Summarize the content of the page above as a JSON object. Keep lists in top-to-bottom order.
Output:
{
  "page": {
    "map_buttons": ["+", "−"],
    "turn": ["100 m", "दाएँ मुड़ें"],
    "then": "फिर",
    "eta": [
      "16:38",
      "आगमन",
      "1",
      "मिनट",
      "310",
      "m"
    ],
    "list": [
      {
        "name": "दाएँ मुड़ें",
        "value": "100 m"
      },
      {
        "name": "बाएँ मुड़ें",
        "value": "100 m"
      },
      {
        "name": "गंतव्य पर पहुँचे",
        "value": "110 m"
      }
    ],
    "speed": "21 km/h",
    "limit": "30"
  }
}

→ **Task**
The records must be reproduced in full. Nothing should differ.

→ **Answer to this problem**
Summarize the content of the page above as a JSON object. Keep lists in top-to-bottom order.
Output:
{
  "page": {
    "map_buttons": ["+", "−"],
    "turn": ["100 m", "दाएँ मुड़ें"],
    "then": "फिर",
    "eta": [
      "16:38",
      "आगमन",
      "1",
      "मिनट",
      "310",
      "m"
    ],
    "list": [
      {
        "name": "दाएँ मुड़ें",
        "value": "100 m"
      },
      {
        "name": "बाएँ मुड़ें",
        "value": "100 m"
      },
      {
        "name": "गंतव्य पर पहुँचे",
        "value": "110 m"
      }
    ],
    "speed": "21 km/h",
    "limit": "30"
  }
}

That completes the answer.